TASK:
Nothing but a number belongs in the answer: the count of lines below that contain the word "Ευξείνου".

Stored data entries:

#####

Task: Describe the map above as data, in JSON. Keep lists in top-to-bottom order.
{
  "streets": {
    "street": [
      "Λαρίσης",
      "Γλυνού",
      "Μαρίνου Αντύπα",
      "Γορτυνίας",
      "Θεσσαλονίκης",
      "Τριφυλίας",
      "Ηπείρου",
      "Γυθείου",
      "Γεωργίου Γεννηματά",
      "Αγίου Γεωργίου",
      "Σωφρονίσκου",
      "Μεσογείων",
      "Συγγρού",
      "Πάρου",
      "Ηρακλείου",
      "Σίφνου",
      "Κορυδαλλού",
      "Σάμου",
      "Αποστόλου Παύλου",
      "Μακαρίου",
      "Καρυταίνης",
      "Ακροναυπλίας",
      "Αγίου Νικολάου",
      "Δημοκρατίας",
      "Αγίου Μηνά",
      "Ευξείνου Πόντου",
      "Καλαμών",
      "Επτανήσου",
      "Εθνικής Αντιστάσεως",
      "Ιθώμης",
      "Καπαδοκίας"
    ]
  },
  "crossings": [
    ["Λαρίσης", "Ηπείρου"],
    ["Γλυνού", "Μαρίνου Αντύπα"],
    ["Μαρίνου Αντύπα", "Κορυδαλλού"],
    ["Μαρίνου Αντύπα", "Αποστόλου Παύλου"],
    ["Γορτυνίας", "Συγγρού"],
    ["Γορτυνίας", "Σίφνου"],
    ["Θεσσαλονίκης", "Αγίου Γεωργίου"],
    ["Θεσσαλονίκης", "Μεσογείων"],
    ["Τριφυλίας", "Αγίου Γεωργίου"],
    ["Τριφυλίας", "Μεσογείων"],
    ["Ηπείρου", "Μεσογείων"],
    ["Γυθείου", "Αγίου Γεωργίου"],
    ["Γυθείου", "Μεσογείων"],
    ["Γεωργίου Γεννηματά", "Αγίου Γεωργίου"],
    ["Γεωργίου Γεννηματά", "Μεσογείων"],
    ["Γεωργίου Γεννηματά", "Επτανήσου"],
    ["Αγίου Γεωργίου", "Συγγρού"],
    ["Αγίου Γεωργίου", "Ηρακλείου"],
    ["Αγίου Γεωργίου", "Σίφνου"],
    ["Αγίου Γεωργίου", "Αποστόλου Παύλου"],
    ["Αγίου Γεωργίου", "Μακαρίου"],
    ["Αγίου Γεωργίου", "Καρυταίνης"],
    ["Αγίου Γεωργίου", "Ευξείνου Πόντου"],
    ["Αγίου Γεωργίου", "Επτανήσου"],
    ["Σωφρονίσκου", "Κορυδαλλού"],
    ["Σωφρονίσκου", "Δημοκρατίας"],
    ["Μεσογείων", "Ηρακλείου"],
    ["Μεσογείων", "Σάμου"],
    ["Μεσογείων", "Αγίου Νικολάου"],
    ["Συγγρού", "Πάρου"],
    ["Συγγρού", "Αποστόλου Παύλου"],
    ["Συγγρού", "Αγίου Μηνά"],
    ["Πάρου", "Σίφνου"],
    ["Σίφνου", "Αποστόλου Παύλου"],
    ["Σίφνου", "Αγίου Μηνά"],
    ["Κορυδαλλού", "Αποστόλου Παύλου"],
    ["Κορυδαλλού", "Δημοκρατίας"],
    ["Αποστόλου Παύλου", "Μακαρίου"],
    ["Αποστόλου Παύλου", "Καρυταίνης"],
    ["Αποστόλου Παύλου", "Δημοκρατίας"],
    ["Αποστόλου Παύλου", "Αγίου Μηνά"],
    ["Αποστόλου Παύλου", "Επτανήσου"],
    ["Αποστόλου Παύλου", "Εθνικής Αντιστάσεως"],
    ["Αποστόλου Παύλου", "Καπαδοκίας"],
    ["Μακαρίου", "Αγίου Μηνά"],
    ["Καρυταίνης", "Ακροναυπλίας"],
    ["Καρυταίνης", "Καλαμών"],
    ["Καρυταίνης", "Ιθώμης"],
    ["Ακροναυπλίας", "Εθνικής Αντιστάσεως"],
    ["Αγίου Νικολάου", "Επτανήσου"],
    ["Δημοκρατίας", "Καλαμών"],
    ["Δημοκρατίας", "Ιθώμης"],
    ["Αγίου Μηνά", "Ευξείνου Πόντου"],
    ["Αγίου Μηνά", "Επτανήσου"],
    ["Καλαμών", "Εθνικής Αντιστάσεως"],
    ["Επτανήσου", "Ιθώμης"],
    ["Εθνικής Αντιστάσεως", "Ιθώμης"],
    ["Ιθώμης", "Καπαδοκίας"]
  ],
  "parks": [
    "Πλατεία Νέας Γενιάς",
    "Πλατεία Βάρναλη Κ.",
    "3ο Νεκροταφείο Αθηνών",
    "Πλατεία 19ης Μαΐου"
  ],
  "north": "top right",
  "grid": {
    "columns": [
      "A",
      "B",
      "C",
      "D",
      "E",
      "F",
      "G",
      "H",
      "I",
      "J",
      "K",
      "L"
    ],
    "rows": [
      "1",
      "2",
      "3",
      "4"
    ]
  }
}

#####

ANSWER SPACE:
3